→ **DESCRIPTION OF THE TASK**
Search the data for the string "body" and copy each line where it turns up.

*** RECORDS SUPPLIED ***

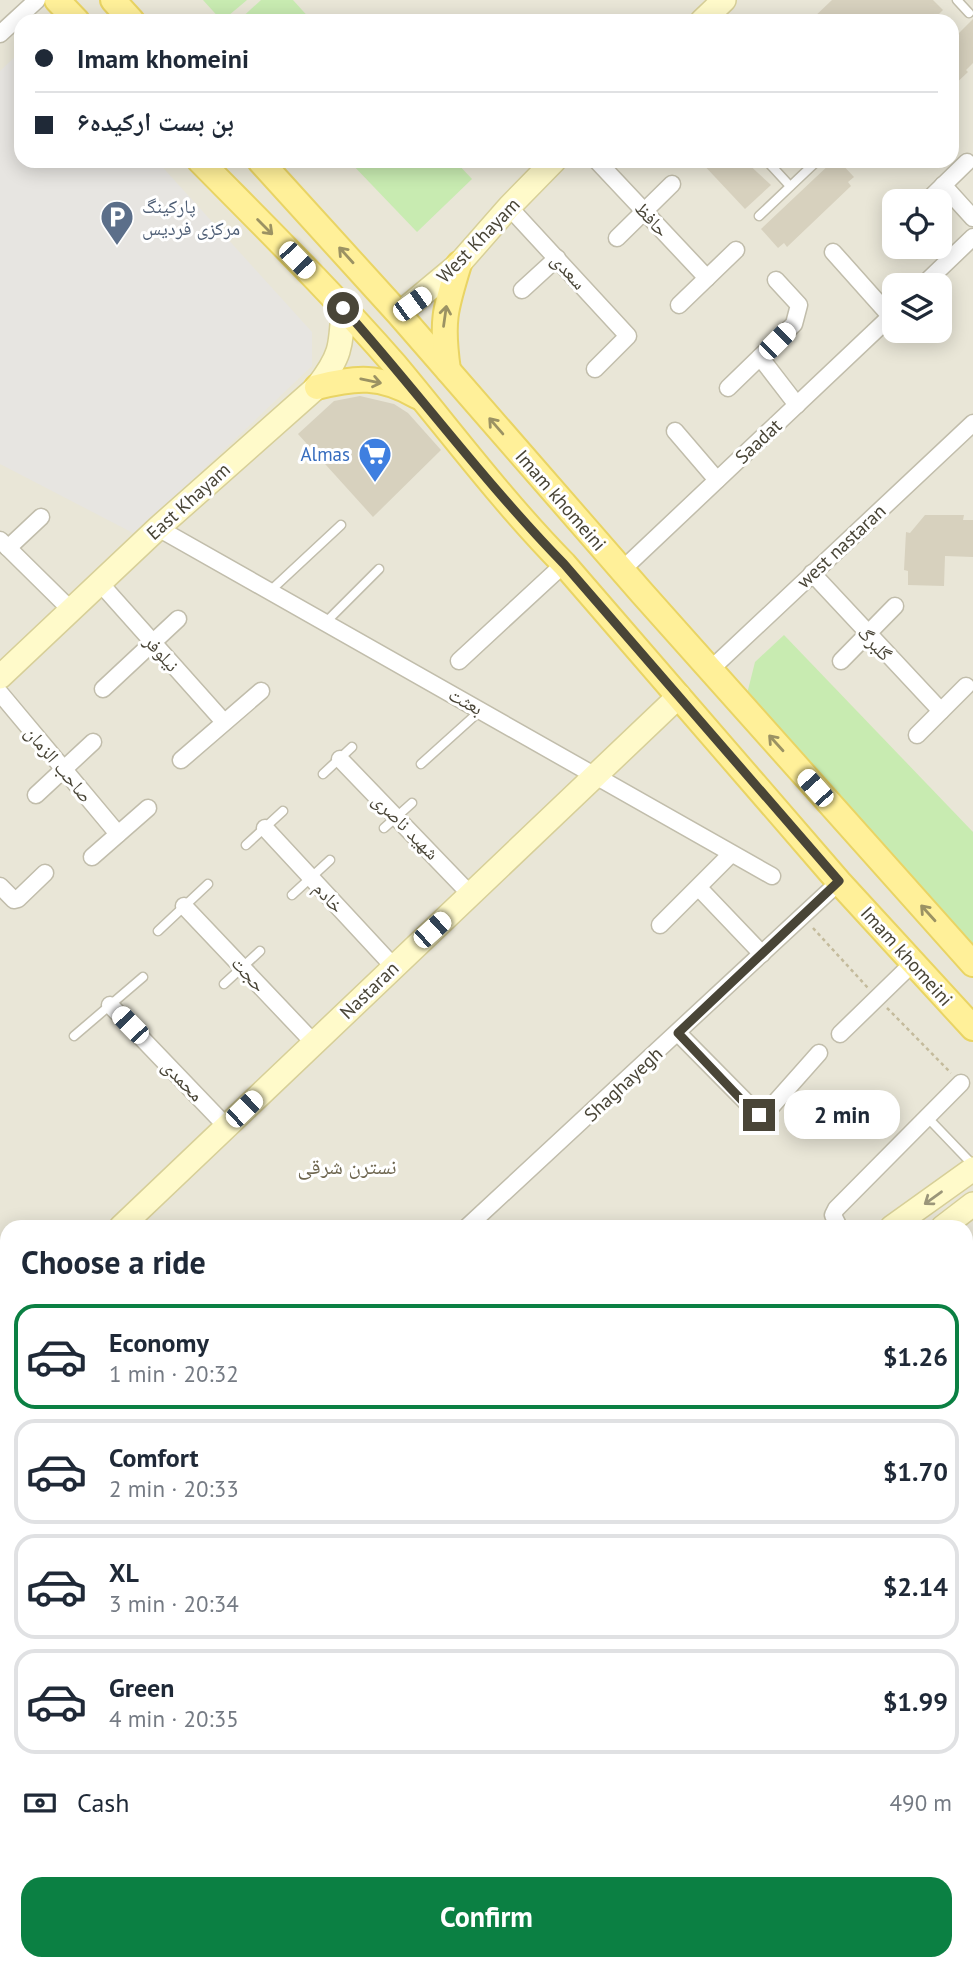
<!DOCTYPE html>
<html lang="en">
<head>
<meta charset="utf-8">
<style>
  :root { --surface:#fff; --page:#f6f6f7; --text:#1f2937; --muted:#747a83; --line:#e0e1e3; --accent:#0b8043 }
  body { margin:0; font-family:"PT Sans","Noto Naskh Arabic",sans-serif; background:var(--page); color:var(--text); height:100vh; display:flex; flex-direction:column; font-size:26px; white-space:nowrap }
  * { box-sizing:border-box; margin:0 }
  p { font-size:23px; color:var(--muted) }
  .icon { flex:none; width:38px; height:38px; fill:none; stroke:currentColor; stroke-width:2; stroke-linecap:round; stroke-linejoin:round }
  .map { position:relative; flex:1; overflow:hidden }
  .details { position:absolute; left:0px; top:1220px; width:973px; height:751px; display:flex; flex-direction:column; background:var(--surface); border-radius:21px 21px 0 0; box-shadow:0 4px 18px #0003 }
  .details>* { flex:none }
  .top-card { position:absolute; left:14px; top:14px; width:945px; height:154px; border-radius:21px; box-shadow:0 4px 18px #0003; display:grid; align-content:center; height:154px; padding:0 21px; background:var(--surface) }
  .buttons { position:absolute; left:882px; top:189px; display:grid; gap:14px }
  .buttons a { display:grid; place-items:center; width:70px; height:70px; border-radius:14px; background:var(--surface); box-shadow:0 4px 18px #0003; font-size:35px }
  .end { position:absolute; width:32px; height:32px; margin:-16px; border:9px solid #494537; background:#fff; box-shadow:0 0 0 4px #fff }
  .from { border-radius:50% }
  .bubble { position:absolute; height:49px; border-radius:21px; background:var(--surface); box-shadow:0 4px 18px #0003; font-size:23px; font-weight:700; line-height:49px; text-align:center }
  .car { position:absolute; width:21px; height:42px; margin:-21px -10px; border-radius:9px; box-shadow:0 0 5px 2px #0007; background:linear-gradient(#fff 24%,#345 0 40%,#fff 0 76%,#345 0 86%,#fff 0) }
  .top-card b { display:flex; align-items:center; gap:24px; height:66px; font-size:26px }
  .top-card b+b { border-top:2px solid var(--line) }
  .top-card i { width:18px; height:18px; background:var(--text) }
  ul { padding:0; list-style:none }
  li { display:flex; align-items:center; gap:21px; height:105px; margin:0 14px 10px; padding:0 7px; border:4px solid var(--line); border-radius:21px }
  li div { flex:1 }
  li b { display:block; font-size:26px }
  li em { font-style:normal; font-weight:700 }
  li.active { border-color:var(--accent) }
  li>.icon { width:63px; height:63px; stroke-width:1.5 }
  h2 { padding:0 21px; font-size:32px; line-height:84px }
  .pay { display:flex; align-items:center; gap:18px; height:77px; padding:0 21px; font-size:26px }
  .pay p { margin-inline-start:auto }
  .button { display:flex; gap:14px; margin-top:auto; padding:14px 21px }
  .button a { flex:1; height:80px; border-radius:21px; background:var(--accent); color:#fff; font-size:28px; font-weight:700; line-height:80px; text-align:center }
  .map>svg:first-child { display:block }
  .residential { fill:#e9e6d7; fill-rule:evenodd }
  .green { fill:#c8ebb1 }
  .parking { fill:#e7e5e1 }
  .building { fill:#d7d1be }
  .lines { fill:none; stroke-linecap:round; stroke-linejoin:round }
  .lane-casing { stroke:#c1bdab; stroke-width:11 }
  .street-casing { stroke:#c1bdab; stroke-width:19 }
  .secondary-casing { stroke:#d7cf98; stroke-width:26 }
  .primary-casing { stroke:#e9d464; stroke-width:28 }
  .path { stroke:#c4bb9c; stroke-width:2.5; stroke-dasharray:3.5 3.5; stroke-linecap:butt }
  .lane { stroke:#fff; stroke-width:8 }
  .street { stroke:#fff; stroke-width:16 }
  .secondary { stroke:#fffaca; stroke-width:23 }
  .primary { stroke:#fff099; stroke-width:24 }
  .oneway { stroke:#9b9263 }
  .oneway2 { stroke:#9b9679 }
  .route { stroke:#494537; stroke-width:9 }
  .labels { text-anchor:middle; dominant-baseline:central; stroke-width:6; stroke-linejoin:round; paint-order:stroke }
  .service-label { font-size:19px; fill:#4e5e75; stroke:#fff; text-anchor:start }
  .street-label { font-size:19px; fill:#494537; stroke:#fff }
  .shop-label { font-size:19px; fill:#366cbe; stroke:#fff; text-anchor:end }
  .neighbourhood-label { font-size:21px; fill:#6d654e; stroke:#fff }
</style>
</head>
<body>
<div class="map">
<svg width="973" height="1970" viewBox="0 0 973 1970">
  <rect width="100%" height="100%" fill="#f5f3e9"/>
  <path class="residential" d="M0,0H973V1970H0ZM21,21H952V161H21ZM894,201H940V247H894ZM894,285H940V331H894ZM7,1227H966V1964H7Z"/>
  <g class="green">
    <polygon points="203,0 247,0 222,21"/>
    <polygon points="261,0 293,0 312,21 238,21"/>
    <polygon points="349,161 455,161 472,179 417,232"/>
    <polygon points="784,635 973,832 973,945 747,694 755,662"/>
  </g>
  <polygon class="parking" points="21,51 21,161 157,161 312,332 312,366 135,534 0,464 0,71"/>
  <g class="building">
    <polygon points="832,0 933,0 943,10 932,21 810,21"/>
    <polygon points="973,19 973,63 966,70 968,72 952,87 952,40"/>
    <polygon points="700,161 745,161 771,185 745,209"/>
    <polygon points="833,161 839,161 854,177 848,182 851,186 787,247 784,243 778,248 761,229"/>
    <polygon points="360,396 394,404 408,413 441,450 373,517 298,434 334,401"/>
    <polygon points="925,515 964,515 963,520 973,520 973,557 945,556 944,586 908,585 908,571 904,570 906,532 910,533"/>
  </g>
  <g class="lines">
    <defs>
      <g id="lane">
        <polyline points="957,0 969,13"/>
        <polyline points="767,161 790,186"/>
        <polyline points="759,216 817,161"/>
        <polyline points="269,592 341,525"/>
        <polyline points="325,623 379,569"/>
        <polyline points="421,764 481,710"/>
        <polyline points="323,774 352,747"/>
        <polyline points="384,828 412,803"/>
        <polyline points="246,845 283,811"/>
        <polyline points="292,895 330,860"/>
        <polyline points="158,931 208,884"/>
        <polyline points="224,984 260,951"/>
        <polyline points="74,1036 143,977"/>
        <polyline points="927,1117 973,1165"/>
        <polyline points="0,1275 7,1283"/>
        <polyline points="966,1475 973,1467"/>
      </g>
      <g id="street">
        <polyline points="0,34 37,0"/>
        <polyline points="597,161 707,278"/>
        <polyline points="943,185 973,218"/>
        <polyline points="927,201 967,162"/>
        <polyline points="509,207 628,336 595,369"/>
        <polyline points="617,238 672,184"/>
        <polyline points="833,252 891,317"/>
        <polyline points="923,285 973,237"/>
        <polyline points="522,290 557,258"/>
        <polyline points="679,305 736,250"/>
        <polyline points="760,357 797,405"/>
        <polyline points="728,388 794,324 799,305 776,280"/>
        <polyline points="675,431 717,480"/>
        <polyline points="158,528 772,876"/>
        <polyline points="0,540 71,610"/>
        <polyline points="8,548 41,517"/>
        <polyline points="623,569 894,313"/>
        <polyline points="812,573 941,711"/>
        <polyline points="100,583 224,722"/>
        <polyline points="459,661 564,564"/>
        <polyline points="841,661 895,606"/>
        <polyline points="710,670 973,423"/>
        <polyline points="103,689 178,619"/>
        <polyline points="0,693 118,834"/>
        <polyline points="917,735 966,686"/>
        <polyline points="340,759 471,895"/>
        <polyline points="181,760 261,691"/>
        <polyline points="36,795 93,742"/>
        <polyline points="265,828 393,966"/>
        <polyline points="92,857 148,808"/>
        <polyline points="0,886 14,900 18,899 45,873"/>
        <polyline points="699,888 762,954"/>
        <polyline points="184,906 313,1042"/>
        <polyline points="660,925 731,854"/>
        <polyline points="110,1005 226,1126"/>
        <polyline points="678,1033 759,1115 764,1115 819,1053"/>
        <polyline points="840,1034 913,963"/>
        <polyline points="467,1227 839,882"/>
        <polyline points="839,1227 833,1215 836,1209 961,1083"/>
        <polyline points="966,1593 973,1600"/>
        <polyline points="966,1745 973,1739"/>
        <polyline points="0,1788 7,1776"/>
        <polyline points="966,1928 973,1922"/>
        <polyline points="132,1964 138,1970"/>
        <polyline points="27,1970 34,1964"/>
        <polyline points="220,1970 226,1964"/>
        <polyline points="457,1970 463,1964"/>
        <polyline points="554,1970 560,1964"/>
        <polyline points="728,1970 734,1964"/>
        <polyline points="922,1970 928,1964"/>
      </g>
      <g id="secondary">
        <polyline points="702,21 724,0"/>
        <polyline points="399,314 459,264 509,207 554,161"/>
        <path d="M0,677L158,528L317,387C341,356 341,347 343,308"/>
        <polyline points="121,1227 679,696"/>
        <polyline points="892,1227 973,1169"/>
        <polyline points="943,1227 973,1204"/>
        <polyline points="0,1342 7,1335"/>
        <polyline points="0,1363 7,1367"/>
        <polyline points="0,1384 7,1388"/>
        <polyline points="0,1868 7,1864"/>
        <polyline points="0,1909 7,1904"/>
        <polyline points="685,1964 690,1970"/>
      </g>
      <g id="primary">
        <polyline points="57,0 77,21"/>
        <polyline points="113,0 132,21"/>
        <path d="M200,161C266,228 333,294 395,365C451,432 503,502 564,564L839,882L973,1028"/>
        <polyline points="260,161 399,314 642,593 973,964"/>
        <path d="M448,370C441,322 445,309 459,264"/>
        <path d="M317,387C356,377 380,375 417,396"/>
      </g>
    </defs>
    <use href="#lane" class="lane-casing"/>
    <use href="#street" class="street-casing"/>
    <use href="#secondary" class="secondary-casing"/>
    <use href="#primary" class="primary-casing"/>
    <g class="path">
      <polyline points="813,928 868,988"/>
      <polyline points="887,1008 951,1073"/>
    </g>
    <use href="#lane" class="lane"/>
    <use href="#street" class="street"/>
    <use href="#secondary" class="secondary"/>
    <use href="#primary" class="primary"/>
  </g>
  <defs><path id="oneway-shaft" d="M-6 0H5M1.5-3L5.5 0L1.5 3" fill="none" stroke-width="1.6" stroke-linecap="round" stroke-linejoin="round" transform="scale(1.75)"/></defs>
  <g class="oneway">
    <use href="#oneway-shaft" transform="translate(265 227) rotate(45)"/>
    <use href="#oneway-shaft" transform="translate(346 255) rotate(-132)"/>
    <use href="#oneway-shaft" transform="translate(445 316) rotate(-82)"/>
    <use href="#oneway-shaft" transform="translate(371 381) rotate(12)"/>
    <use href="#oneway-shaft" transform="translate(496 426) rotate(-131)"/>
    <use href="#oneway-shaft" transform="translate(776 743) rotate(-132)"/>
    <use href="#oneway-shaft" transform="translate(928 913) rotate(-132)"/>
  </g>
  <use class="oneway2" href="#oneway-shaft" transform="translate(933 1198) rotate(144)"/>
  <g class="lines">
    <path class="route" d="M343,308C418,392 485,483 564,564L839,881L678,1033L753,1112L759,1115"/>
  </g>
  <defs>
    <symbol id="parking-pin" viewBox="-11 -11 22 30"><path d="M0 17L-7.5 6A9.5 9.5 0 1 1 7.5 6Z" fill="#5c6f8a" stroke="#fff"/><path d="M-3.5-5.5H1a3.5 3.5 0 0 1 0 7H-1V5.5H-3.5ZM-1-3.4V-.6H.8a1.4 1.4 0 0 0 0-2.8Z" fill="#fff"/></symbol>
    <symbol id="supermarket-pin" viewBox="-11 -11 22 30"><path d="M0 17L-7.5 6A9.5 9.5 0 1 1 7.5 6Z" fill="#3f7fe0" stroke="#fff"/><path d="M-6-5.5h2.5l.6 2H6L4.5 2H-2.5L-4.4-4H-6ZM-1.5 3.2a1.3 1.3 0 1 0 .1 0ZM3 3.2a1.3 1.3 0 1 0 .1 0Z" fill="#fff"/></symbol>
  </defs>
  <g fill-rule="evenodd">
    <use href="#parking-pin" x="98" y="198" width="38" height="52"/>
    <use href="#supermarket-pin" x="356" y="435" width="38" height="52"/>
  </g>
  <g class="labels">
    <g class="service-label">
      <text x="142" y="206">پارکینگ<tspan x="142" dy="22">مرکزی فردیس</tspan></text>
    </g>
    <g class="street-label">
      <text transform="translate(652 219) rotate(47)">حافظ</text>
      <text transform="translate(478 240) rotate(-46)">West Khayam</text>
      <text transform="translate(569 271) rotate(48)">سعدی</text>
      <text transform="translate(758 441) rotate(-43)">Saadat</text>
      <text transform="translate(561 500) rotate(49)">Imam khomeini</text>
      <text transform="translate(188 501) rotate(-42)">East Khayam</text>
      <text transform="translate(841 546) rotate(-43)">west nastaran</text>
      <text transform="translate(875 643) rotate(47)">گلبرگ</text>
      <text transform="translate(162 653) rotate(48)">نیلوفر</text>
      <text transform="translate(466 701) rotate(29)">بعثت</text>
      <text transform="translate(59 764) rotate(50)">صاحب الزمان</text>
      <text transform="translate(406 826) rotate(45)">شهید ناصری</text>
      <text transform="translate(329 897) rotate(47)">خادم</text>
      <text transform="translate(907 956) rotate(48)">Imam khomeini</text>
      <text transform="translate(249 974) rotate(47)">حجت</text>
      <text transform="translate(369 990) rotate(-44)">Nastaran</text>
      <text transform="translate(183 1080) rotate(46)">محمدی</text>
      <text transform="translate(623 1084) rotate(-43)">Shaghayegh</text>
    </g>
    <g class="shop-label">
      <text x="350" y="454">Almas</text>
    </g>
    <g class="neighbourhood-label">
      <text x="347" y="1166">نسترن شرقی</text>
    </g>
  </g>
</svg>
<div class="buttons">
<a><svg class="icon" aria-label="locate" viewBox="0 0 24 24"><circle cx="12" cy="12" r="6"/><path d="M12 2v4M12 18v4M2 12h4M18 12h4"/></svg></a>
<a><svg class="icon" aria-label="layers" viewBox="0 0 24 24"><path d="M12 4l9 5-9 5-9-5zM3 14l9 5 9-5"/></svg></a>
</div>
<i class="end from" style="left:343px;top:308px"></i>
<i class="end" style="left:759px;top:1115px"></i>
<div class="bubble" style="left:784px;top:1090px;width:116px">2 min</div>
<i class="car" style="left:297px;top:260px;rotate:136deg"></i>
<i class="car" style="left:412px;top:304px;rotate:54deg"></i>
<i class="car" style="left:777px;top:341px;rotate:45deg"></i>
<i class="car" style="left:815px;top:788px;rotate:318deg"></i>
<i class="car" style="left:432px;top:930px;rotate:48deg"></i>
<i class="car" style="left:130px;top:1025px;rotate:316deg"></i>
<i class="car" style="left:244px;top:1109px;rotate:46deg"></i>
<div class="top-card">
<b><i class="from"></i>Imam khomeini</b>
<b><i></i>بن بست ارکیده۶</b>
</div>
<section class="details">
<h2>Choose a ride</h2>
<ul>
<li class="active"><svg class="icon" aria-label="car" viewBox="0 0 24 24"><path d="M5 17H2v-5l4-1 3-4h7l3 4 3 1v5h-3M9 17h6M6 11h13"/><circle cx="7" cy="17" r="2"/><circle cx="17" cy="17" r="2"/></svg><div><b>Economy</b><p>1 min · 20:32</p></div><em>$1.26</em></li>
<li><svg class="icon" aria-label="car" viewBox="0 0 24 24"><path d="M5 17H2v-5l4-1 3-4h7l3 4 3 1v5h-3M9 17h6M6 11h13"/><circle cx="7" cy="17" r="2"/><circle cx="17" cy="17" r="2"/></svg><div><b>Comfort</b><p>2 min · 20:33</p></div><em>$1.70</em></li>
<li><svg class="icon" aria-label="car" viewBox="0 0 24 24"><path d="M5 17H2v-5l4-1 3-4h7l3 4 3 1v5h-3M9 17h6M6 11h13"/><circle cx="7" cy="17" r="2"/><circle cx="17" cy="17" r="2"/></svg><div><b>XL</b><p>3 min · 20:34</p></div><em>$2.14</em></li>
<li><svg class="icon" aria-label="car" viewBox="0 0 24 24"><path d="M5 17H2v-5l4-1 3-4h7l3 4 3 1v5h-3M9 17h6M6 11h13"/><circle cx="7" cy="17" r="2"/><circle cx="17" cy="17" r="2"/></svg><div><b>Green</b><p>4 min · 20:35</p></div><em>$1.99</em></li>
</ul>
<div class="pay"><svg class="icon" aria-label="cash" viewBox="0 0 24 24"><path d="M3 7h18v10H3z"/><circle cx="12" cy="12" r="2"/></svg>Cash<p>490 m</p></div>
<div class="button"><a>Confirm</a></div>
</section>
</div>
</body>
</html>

*** End of RECORDS SUPPLIED ***

→ **ANSWER TO THE PROBLEM**
  body { margin:0; font-family:"PT Sans","Noto Naskh Arabic",sans-serif; background:var(--page); color:var(--text); height:100vh; display:flex; flex-direction:column; font-size:26px; white-space:nowrap }
<body>
</body>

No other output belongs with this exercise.